Notre avoir était
liquidé.
Que faire désormais ? Je me mis, mais sans grand espoir, à
la recherche d’une occupation quelconque, pour pourvoir aux besoins
les plus urgents de la famille. J’étais inapte à tout, et la
renommée que je m’étais faite avec mes entreprises juvéniles et
avec mon désœuvrement n’engageait certes personne à me donner du
travail. D’ailleurs, les scènes auxquelles il me fallait
journellement assister et prendre part dans la maison m’enlevaient
ce calme dont j’avais besoin pour me recueillir un peu et
considérer ce que j’aurais pu et su faire.
Ce qui me causait une véritable répugnance était de voir ma
mère, là, en contact avec la veuve Pescatore. Ma sainte petite
vieille, non plus ignorante, mais à mes yeux irresponsable de ses
torts provenant de n’avoir pas su croire, avant d’en avoir tant de
preuves, à la méchanceté des hommes, en restait toute repliée sur
elle-même, les mains dans son tablier, les yeux baissés, assise
dans un coin, comme si elle n’eût pas été bien sûre de pouvoir y
rester, là, à cette place comme si elle eût été toujours dans
l’attente d’un départ, d’un départ prochain, si Dieu le
voulait ! Et elle ne dérangeait pas même l’air qui
l’entourait. De temps en temps, elle souriait à Romilda,
pitoyablement ; elle n’osait plus l’approcher, car, une fois,
peu de jours après son entrée chez nous, étant accourue pour lui
prêter son aide, elle avait été rudement repoussée par la vieille
sorcière.
Par prudence, Romilda ayant vraiment besoin d’aide à ce moment,
j’étais resté coi ; mais je veillais à ce que personne ne
manquât de respect à ma pauvre maman.
Je m’apercevais pourtant que la garde que je montais autour de
ma mère irritait sourdement la sorcière et même ma femme. Je
craignais que, quand je n’étais pas à la maison, pour exhaler leur
rage et épancher leur bile, elles ne la maltraitassent. J’étais sûr
que maman ne m’en aurait rien dit. Et cette pensée me torturait.
Combien de fois lui regardai-je les yeux pour voir si elle avait
pleuré ! Elle me souriait, me caressait du regard, puis me
demandait :
– Pourquoi me regardes-tu ainsi ?
– Te sens-tu bien, maman ?
Elle me faisait à peine un geste de la main et me
répondait :
– Bien ! Ne vois-tu pas ? Va près de ta femme,
va ! Elle souffre, la pauvre petite !
Je pensais à écrire à mon frère Robert, à Oneglia, pour lui dire
de prendre chez lui notre mère, non pour m’enlever une charge que
j’aurais si volontiers supportée, même dans la gêne où je me
trouvais, mais uniquement pour son bien à elle.

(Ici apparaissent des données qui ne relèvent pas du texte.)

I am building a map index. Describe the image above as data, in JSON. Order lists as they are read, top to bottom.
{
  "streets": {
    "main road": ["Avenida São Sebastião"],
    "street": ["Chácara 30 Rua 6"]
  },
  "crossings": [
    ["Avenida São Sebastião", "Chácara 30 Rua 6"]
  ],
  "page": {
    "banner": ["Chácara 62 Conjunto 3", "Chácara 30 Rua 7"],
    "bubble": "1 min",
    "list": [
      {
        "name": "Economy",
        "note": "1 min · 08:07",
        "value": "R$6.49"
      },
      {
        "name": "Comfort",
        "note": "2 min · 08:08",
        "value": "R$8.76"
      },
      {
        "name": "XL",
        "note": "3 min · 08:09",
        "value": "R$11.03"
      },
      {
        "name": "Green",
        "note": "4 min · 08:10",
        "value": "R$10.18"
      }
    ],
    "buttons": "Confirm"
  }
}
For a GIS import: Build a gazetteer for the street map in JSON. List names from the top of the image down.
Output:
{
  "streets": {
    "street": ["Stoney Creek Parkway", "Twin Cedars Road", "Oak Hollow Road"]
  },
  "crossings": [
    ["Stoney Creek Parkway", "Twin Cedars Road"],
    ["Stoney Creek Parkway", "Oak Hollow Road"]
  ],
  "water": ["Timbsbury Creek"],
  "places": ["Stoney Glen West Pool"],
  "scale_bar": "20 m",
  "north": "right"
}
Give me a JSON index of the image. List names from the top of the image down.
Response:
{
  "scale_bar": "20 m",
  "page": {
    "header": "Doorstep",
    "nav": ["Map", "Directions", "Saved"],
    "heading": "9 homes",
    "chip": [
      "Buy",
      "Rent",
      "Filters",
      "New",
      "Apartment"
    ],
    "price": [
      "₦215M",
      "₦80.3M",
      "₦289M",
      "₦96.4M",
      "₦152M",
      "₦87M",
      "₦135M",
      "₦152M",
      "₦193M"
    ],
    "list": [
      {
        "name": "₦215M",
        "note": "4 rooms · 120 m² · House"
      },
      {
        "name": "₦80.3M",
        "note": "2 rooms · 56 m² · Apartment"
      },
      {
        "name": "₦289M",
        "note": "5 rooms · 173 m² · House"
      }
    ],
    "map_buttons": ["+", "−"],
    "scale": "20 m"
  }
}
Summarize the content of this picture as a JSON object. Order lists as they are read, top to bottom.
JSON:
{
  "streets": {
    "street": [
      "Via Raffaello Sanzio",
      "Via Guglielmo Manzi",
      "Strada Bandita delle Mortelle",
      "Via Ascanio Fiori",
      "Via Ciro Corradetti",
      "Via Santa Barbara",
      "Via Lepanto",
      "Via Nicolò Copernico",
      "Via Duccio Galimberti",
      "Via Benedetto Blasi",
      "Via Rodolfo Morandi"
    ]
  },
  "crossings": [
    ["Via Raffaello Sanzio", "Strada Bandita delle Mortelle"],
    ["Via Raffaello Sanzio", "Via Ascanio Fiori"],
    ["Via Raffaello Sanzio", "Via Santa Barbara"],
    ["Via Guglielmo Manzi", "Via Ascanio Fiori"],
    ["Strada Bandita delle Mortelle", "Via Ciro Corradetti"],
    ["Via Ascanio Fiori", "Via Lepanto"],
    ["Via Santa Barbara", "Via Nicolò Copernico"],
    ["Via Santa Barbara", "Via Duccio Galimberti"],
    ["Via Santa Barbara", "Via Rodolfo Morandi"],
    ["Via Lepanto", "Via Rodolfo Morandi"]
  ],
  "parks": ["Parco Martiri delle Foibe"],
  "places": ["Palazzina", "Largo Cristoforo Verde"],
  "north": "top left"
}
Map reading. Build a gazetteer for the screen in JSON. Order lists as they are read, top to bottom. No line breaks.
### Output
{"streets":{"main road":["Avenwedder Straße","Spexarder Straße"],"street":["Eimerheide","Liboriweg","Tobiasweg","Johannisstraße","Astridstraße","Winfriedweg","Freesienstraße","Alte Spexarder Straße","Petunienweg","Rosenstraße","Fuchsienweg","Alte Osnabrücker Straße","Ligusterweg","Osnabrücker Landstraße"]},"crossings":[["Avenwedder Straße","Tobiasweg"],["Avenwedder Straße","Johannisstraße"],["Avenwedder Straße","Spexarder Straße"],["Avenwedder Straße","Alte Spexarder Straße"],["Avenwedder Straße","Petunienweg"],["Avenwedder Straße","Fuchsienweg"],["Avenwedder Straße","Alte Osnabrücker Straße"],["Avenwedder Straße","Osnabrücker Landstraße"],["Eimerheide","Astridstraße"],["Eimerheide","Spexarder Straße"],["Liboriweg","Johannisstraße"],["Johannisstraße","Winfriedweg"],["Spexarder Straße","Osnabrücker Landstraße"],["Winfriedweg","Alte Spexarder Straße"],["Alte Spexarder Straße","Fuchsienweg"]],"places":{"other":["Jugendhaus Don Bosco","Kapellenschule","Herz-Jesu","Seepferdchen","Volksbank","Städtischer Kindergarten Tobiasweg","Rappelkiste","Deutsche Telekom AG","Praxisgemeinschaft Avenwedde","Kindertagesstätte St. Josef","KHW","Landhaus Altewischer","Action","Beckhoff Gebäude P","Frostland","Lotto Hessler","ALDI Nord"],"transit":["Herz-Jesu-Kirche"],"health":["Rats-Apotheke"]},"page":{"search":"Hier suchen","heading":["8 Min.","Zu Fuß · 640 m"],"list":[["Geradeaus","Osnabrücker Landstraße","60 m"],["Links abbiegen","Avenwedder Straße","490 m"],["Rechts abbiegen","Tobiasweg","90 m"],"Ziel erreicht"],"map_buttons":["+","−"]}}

Berto me répondit qu’il ne pouvait pas ; il ne pouvait pas
parce que sa situation en face de la famille de sa femme et de sa
femme elle-même, était des plus pénibles, depuis nos revers :
il vivait sur la dot de sa femme. Il n’osait encore imposer à
celle-ci la charge de sa belle-mère. Du reste, la maman, disait-il,
ne se serait peut-être pas trouvée bien, pour la même raison, dans
sa maison, car lui aussi vivait avec la mère de sa femme,
excellente sans doute, mais qui pouvait devenir mauvaise, grâce aux
jalousies inévitables et aux froissements qui se produisent entre
les belles-mères. Il valait donc mieux que la maman restât chez
moi : au moins elle ne s’éloignerait pas, dans ses dernières
années, de son pays et ne se verrait pas contrainte de changer de
vie et d’habitudes. Enfin, il se déclarait très peiné de ne
pouvoir, pour toutes les considérations exposées ci-dessus, me
prêter le moindre secours pécuniaire, comme il l’aurait désiré de
tout son cœur.
Je cachai cette lettre à ma mère. Rompre même très peu
l’équilibre qui, peut-être, lui coûtait tant d’étude, l’équilibre
grâce auquel il pouvait vivre proprement et peut-être même avec un
certain air de dignité, aux dépens de sa femme, aurait été pour
Berto un sacrifice énorme, une perte irréparable. Outre sa belle
prestance, ses manières distinguées, tout cet extérieur de monsieur
élégant, il n’avait plus rien, lui, à donner à sa femme, pas même
un brin de cœur qui, peut-être, lui aurait fait oublier l’ennui
qu’aurait pu lui apporter ma pauvre maman. Mais, quoi ! Dieu
l’avait fait ainsi ; il ne lui en avait donné qu’un tout petit
peu, de cœur. Qu’y pouvait-il faire, le pauvre Berto ?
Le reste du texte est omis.